_YOUR INSTRUCTIONS:_
The job is to find each line in the entries holding the string "stream" and copy that line.

_THE DATA:_
- - - -

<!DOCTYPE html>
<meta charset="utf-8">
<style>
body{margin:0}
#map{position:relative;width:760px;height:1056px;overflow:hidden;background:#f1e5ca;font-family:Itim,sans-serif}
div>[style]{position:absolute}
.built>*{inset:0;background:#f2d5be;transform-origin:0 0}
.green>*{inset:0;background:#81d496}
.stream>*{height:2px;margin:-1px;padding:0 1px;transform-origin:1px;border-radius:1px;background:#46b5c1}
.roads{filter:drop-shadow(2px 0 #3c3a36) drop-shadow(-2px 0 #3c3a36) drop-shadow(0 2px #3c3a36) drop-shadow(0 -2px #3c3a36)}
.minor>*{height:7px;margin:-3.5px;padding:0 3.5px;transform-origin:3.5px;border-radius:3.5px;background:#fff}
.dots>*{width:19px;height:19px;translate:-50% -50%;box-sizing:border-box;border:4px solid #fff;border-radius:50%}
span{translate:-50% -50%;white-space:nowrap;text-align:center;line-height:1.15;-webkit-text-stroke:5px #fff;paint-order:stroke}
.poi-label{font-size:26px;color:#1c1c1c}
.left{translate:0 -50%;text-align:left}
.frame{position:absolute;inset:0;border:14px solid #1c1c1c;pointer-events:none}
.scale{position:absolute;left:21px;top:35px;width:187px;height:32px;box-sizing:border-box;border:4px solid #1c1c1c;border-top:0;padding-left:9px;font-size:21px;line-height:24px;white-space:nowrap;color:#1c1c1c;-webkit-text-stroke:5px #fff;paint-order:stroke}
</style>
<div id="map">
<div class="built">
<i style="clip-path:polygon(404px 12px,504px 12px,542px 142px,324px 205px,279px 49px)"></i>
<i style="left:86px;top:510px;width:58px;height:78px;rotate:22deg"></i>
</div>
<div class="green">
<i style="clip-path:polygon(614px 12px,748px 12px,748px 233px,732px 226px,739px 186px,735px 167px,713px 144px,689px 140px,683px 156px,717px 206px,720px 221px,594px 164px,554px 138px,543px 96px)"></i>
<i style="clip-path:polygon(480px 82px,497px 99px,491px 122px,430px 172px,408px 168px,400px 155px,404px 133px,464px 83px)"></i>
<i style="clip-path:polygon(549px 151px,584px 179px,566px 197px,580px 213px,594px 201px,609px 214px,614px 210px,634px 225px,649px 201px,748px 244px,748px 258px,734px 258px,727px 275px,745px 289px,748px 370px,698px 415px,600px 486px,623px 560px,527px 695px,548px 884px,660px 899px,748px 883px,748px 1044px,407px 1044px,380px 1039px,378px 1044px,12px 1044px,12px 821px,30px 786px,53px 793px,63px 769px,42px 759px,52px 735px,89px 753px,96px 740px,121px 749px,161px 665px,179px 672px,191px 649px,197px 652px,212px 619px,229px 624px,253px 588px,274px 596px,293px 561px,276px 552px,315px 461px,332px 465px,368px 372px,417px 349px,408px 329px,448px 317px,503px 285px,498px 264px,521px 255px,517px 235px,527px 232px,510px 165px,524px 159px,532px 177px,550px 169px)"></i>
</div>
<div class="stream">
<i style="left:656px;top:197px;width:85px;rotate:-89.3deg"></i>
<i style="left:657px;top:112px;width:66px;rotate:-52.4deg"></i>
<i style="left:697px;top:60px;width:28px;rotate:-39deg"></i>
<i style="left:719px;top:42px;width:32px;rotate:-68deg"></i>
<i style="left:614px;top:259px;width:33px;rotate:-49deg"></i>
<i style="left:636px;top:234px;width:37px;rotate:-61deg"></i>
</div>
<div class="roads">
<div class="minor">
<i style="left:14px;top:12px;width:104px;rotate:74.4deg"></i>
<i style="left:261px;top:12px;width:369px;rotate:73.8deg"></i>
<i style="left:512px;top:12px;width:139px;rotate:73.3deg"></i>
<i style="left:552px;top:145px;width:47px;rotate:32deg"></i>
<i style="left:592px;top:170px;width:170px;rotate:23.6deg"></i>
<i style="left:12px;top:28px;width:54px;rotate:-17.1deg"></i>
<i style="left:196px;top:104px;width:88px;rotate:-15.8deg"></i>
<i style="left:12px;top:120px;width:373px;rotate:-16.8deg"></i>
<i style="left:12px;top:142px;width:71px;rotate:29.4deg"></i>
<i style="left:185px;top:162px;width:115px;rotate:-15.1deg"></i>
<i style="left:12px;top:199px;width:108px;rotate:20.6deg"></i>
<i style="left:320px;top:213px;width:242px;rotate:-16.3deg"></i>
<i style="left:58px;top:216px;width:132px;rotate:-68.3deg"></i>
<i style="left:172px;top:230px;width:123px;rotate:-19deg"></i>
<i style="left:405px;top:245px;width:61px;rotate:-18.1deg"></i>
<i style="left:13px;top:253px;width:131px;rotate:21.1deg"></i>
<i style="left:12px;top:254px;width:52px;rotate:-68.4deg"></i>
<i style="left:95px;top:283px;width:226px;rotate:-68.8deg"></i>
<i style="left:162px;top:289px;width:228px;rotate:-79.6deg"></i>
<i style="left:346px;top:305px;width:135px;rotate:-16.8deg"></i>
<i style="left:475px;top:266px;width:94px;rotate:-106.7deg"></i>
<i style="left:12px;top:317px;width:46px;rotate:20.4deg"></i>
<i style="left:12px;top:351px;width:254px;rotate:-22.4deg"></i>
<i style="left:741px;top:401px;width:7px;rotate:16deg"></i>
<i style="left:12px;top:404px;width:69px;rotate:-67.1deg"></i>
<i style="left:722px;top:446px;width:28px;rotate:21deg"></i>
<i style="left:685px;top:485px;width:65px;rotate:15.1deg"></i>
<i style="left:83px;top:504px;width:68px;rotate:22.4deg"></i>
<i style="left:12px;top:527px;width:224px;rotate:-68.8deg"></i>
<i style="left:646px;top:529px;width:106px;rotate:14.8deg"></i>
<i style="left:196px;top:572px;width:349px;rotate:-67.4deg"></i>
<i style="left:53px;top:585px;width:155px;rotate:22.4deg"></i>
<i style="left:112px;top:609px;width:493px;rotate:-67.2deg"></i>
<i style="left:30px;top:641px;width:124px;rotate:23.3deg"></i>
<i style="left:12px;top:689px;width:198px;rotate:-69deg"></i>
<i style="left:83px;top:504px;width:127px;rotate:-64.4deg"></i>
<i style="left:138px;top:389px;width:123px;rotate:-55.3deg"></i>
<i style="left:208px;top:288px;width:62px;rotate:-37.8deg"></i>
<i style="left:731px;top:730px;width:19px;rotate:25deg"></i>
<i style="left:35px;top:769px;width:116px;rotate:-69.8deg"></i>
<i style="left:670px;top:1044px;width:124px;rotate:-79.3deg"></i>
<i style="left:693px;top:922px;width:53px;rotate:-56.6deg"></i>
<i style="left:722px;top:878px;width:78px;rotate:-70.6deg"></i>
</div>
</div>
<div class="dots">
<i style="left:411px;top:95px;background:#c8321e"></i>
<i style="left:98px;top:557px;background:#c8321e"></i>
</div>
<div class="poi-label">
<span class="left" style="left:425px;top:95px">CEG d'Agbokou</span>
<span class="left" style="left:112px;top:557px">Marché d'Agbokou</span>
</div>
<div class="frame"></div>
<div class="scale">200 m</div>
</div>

- - - -

_OUTPUT OF THE TASK:_
.stream>*{height:2px;margin:-1px;padding:0 1px;transform-origin:1px;border-radius:1px;background:#46b5c1}
<div class="stream">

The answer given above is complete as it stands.